CE N’EST PAS DANS SA TÊTE.

Vous êtes capables de le comprendre ou pas ???

Ce que « voit » Magne à la fin, ce sont les évènements qui se seraient déroulés s’il n’avait pas choisi la voie de la paix.
Et heureusement qu’ils l’ont fait, de montrer ça, sinon tous les trolls (Axelle Vacher en tête) auraient dit qu’ils étaient fainéant ou à court de budget.
L’esprit de Loki est respecté et transposé dans notre époque, comme Thor d’ailleurs, mis à la sauce 2023.
Superbe série donc, essayez de la révisionner sérieusement plutôt qu’en jouant à Candy Crush et ça ira mieux

Nextee

Si tout ça a eu lieux dans sa tête comment vidar est mort et comment le petit c’est pris la flèche dans l’oeil c’est trop de contradiction avec le scénario sans aucune explication c’est vraiment de la merde

Kivo

What a disappointing and boring season.
Please stop doing Nordic anthology related series

Ragnarok 29

Une série pourrie avec des absurdités en long en large et en travers!

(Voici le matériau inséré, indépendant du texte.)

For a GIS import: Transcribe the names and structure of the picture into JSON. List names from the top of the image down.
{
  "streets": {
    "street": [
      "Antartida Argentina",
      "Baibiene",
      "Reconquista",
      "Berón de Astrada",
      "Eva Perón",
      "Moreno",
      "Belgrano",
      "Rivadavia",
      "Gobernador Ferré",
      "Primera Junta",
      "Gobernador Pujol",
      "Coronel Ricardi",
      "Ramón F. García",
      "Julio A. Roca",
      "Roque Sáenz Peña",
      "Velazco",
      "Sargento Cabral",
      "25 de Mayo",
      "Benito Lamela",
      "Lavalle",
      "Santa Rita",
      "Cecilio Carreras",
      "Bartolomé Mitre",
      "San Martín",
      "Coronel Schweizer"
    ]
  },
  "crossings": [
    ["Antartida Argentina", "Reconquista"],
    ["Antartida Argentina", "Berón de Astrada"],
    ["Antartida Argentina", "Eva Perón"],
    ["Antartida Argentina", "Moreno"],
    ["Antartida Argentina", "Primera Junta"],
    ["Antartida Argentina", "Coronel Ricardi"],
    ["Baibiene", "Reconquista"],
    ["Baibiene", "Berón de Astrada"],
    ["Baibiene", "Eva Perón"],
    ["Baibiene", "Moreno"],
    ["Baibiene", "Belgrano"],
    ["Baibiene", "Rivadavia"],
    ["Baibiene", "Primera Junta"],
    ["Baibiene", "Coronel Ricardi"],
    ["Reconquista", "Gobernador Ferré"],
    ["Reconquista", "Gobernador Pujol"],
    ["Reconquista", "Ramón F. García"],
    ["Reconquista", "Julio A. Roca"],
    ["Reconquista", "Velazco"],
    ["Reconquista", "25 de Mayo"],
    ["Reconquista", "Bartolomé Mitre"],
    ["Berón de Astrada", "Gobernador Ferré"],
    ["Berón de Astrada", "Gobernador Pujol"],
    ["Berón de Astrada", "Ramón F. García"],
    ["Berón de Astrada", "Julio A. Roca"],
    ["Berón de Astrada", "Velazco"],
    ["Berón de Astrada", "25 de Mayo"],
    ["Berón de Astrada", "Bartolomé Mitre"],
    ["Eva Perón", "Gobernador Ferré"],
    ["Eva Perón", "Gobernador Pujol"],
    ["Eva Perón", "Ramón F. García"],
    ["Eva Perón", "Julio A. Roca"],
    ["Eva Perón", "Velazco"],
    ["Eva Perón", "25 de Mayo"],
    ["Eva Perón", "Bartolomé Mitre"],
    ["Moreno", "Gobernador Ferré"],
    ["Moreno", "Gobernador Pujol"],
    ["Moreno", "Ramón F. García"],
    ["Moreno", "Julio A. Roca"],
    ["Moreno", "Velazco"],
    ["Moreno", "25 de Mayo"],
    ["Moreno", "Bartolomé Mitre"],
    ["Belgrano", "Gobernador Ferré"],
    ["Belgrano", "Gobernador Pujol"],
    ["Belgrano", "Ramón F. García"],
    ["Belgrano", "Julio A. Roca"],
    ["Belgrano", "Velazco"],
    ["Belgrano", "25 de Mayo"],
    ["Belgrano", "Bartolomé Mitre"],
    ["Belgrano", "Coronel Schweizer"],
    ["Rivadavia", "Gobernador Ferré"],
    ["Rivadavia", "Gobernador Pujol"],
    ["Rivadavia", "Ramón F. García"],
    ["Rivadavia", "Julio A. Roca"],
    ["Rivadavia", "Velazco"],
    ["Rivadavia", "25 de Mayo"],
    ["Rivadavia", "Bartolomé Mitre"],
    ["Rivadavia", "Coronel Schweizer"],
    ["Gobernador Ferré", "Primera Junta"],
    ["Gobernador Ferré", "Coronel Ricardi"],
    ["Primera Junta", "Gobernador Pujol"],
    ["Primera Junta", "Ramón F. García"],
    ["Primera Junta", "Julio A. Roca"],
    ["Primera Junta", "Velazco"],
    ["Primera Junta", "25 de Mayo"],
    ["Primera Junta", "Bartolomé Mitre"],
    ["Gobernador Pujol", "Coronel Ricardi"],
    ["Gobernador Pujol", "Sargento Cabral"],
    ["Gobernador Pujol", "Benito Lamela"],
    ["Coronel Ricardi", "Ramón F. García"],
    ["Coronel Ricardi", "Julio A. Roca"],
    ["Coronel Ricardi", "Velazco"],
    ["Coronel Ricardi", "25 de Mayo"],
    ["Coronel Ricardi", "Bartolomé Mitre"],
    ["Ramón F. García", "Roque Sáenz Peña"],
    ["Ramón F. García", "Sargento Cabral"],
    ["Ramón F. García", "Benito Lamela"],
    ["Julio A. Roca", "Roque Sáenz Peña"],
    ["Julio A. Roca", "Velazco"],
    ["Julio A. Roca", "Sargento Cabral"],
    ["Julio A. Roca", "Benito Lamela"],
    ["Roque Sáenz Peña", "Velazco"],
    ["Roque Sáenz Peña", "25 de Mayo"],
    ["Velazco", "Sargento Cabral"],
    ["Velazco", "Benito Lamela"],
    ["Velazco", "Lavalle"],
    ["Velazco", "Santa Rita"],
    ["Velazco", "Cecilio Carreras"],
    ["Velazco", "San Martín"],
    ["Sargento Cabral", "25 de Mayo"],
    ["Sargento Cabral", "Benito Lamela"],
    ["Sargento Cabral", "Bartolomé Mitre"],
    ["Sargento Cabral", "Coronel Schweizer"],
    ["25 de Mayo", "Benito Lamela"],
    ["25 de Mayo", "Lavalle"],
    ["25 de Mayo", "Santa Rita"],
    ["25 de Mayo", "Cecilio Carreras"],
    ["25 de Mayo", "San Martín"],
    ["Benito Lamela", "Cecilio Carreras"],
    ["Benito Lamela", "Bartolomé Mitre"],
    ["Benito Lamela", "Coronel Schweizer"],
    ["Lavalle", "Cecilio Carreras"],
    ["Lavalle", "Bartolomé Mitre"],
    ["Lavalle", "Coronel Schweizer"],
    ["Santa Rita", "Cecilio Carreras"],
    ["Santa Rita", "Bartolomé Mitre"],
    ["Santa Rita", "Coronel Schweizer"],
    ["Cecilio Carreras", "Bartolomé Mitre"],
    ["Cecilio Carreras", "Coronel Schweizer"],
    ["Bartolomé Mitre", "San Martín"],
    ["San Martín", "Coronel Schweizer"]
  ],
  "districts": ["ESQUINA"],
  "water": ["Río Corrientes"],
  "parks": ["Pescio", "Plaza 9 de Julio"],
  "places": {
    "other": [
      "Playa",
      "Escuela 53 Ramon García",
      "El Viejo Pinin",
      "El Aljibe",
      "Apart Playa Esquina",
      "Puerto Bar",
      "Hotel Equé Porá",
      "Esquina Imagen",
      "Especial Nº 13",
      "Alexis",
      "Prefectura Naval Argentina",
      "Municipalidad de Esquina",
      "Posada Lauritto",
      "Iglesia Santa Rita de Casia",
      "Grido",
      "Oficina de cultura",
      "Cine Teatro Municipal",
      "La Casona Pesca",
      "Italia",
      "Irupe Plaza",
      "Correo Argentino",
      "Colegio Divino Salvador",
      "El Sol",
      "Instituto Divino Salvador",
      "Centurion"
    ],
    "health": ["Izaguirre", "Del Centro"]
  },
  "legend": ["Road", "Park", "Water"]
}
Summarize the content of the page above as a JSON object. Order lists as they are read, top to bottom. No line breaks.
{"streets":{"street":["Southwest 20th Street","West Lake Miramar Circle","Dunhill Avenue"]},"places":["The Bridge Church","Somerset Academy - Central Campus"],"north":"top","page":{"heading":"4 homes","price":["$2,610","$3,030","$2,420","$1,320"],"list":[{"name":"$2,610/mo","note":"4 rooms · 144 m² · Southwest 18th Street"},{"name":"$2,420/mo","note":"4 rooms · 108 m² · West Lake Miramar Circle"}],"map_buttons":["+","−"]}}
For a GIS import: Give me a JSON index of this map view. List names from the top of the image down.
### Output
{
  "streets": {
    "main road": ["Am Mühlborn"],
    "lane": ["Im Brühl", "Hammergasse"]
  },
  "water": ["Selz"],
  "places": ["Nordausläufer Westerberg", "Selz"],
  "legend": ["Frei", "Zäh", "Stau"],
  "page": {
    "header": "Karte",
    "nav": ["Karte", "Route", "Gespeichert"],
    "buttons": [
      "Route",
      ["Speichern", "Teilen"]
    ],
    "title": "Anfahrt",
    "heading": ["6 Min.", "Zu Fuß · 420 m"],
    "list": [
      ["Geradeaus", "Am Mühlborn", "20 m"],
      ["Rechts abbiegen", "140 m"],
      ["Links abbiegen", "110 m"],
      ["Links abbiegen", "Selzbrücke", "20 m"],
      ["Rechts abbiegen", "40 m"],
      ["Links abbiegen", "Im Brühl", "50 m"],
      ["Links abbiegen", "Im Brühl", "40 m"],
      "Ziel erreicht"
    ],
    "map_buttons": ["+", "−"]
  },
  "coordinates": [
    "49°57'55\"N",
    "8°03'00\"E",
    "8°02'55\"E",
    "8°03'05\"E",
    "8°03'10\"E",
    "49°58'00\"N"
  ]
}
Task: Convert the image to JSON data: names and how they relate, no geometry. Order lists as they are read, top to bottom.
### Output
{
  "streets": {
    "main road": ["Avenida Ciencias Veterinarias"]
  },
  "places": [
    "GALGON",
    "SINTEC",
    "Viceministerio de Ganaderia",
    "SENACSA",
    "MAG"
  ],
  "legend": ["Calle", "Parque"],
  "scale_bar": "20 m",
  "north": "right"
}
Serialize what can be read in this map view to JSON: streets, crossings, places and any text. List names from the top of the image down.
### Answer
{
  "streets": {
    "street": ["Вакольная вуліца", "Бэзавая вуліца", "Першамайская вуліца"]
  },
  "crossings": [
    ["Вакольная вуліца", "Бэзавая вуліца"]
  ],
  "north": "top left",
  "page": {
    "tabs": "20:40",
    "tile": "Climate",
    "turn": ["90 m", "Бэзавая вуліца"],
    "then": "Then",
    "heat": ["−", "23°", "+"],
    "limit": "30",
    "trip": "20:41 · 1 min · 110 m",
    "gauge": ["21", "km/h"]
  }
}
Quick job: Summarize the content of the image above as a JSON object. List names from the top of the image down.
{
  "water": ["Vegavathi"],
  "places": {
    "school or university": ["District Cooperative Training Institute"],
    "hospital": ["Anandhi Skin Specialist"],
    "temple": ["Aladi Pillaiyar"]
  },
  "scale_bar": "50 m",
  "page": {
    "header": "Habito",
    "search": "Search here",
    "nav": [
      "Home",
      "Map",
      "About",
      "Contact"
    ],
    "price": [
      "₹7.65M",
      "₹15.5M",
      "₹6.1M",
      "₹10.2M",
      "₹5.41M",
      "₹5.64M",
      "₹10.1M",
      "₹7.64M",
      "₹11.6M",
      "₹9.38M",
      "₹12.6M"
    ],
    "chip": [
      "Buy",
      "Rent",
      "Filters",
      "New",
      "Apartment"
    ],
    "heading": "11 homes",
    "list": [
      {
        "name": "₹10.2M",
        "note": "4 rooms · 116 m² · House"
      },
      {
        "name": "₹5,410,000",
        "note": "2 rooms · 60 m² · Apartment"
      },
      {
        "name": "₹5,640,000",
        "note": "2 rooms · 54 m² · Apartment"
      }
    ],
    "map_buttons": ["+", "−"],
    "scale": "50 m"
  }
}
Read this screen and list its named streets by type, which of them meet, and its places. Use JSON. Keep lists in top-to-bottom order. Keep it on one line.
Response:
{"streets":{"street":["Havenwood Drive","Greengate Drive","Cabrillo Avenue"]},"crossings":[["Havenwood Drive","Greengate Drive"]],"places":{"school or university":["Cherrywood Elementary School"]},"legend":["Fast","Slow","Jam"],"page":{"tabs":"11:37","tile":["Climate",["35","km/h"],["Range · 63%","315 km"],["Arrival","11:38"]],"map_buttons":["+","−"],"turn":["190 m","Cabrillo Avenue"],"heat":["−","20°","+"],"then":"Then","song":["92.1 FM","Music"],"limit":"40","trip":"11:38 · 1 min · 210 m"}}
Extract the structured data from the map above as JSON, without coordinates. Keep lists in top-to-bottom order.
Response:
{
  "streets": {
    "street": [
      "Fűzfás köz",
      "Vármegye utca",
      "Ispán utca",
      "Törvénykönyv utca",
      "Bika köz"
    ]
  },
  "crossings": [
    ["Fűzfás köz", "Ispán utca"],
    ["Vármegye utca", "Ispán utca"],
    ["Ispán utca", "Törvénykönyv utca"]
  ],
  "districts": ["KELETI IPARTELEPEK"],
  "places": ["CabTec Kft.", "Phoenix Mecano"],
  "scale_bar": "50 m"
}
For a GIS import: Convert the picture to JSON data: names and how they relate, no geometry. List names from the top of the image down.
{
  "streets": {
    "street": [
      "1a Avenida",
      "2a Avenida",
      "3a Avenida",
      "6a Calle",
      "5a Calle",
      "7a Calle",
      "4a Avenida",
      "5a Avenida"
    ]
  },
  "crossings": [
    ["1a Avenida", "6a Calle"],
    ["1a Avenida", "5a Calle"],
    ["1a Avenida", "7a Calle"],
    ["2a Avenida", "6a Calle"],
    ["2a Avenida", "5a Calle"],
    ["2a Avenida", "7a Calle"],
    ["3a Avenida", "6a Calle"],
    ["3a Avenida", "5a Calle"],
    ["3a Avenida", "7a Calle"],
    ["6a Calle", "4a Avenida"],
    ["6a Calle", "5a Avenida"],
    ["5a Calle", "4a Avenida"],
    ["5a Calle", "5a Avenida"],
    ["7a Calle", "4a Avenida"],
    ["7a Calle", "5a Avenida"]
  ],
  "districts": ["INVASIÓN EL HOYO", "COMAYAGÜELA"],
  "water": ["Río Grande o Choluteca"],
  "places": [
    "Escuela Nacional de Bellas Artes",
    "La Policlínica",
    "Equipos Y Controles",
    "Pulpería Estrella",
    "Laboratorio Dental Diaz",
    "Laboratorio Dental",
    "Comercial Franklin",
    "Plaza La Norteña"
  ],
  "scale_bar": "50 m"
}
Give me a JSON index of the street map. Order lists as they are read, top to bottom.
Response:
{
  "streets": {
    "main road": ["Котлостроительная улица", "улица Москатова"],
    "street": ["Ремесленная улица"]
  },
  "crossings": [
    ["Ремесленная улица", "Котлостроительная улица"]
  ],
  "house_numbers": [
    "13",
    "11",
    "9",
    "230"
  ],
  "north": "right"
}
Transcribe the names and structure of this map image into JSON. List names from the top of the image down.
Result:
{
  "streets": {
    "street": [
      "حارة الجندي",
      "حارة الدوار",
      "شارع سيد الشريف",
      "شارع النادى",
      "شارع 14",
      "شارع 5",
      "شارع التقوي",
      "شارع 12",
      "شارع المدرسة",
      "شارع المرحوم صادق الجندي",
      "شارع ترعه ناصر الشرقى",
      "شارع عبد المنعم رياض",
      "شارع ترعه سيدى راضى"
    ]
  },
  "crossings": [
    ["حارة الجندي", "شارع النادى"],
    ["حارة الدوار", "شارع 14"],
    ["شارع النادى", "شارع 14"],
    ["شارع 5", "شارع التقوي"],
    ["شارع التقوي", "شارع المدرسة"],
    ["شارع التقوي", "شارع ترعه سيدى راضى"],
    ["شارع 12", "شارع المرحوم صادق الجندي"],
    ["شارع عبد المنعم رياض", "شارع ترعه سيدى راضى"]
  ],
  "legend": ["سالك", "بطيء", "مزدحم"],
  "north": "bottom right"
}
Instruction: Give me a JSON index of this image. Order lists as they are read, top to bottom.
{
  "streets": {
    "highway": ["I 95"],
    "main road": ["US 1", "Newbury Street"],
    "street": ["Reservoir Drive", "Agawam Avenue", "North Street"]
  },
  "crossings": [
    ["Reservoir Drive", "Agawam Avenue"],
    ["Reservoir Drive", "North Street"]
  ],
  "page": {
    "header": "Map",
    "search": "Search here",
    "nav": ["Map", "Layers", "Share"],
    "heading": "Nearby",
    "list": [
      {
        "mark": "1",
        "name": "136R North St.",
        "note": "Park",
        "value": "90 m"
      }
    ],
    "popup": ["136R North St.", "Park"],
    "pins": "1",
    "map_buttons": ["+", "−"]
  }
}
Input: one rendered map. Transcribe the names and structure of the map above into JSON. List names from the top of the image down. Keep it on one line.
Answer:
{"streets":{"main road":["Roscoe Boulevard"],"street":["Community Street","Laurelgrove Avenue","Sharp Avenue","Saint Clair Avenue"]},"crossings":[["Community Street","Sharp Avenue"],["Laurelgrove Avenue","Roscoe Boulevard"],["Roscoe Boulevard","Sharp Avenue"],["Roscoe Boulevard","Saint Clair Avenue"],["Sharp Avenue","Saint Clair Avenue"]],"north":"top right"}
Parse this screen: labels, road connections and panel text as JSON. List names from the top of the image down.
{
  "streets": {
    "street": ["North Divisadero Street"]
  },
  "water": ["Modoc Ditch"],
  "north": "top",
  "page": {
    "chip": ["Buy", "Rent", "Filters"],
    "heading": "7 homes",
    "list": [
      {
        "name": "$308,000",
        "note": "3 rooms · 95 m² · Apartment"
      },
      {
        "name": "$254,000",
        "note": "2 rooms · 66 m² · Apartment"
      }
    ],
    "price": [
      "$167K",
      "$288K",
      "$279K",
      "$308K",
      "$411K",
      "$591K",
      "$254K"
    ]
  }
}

Que de temps perdu à regarder cette M****!

Kiwiz

Honnêtement j’ai trouvé cette série dans l’ensemble plutôt bien, mais j’ai aussi trouvé que la saison 3 manquait d’action et de frisson comme les saisons précédentes. Je suis d’accord avec certains commentaires qui sont d’ailleurs très réfléchis, sur le fait qu’on aurait pu anticiper ce qui aurait pu se passer depuis la saison 2. Il y a quelque indice qui nous permette de nous remettre dans la réalité que magne avaient des problèmes avec ça propre réalité, mais j’avoue que moi aussi au début j’ai étais un peu perturber par cette fin qui étais au final un peu compliquer à comprendre !.

Pascal78

Il n’y a personne qui voulait une bataille à la Marvel, et personne ne compare cette série au MCU. Que c’est insultant! Saison 3 pourrie et décevante comme la saison finale de Game of Thrones. Est-ce que ça aurait été si difficile de montrer une scène à la fin où on voit les vrais dieux non-réincarnés, dans Asgaard, fêter la victoire contre le Ragnarok avec les Géants du Jotunheim, afin qu’on soit pas dans l’impression que toute cette série d’événements au fil des saisons n’auraient été que du bidon? Comme cette impression à la fin de Game of Thrones où on se rend compte que toutes ces saisons n’ont servi à rien pour revenir au point de départ.

Kwitz

NUL NUL NUL c’est quoi cette fin de me*** … J’ai cru mourir quand j’ai vu le dernier épisode …
Après 2 saisons plutôt cool et attrayante .
La c’est du vrai foutage de gueule .

Bobi

Série ou j’ai accroché les 2 premières saisons mais on voit clairement qu’il ne savait pas comment la finir donc si simple de dire que c’était dans sa tête…
Alors qu’il n’y a aucun indice dans les 2 premières saisons…

Lokiel

J’aurais vraiment bien aimé avoir des arguments pour rejoindre la poignée d’irréductibles soutenant encore et toujours une saison 3 soi-disant « à la hauteur » des 2 premières (rien qu’à écrire ça j’ai mal).
Mais non les gens, y’a rien, y’a rien.
Les pires c’est les 3 cramptés qui pensent que l’immense majorité n’a simplement rien compris, et viennent expliquer ce qui est évidemment basique et accessible à tout le monde… Rangez votre attitude élitiste et méprisante, et votre binarité affligeante : si on n’a pas kiffé alors forcément on est fan de Marvel?? w*f xx’
Le nombre n’a pas tjs raison oui, mais là c’est juste 3-4 pélo qui après avoir bouffé la même merde que les autres viennent (essayer de) nous expliquer que si on n’a pas apprécié « bah c’est parce que vous avez le nez bouché et les papilles cramées ! » – tandis qu’eux seuls auraient su repérer les arômes fins et délicats d’une bouse qu’ils défendent tel un chef-d’œuvre incompris.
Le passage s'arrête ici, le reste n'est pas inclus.